Rodrygo, Real Madrid / C1 / Demies / Real Madrid-Manchester City (3-1) / SOFOOT.com

Détonateur de la nouveauté remontant au score du Real Madrid contre Manchester City, Rodrygo et moi avons vu la zizanie dans l’esprit de ses adversaires pour faire basculer la rencontre dans la prolongation. Joker de luxe du Real, le Brésilien a prouvé à 21 ans qu’il mérite sa place dans un club habitué à soulever les montagnes en Europe.

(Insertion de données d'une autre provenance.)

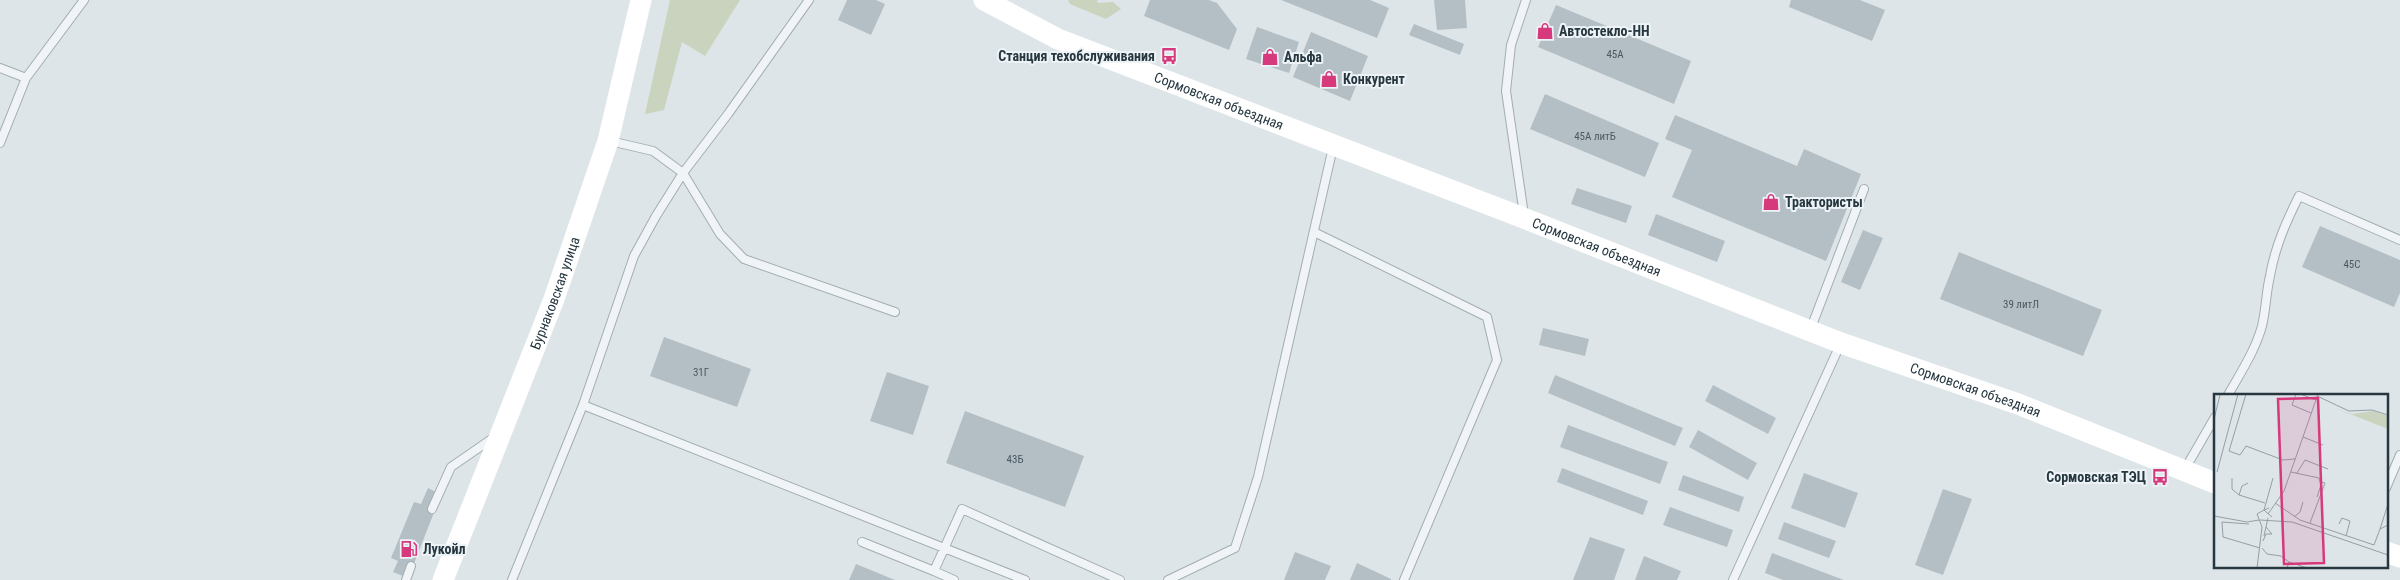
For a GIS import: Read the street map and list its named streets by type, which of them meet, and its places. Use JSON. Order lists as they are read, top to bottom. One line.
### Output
{"streets":{"street":["Сормовская объездная","Бурнаковская улица"]},"places":{"shop":["Автостекло-НН","Альфа","Конкурент","Трактористы"],"bus stop":["Станция техобслуживания","Сормовская ТЭЦ"],"fuel station":["Лукойл"]},"house_numbers":["45А","45А литБ","45С","39 литЛ","31Г","43Б"]}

danois 58 minutes à vivre, Bruce Willis jouait le rôle de l’agent John McLane, un policier muet à Los Angeles, plus revenu à New York et assistant qu’un avion de femme pourrait atterrir à l’aéroport international de Washington-Dulles, histoire de passer les fêtes dans la famille de sa bien- aimée. Hélas pour le policier, tout part en vrille, et McLane doit faire usage de ses muscles et de sa tête pour mettre à terre une équipe de mercenaires armée jusqu’aux dents. À Madrid, Rodrygo Silva de Goes, dit Rodrygo, n’avait à la base que 28 minutes pour vivre en entre à la 68moi minutes de jeu. Cela a dit exactement 30 moins que l’agent McLane, alors le Brésilien s’est chargé de remettre les pendules à l’heure en deux minutes, le temps d’register a double décisif pour basculer dans la prolongación et d’obtenir… 30 minutes supplémentaires pour terminer le travail avec les équipes. mourir durc’était donc le destin de Manchester City dans la capitale espagnole.

Le facteur X


Heureusement soir au Santiago-Bernabéu, le Real a longtemps semblé dans l’attente de voir son adversaire craquer psychologiquement sous la pression de l’enjeu. De plus les minutes sont égrenées, plus Carlo Ancelotti a senti le vent tourner. Alors ? Alors Don Carlo a sorti sont premier atout de la manchette de son costard. L’influent dans l’entrejeu, Toni Kroos, est passé logiquement cédé sa place à Rodrygo pour permettre à Federico Valverde de retrouver une place au milieu, ainsi le Brésilien a amené sa présence dans la zone de vérité. Si cela ne s’est pas ressenti dans un premier temps avec l’ouverture du score mancunienne cinq minutes après entrée en jeu, Rodrygo a servi de bras droit à Karim Benzema pour égaliser devant un Ederson à la traine (90moi1-0), puisque 174 centimètres ont servi à profiter du centre parfait de Dani Carvajal (et de la légère déviation de Marco Asensio) pour envoyer le ballon dans la cage ajoutée par la deuxième fois en moins de deux minutes (90moi+1, 2-0).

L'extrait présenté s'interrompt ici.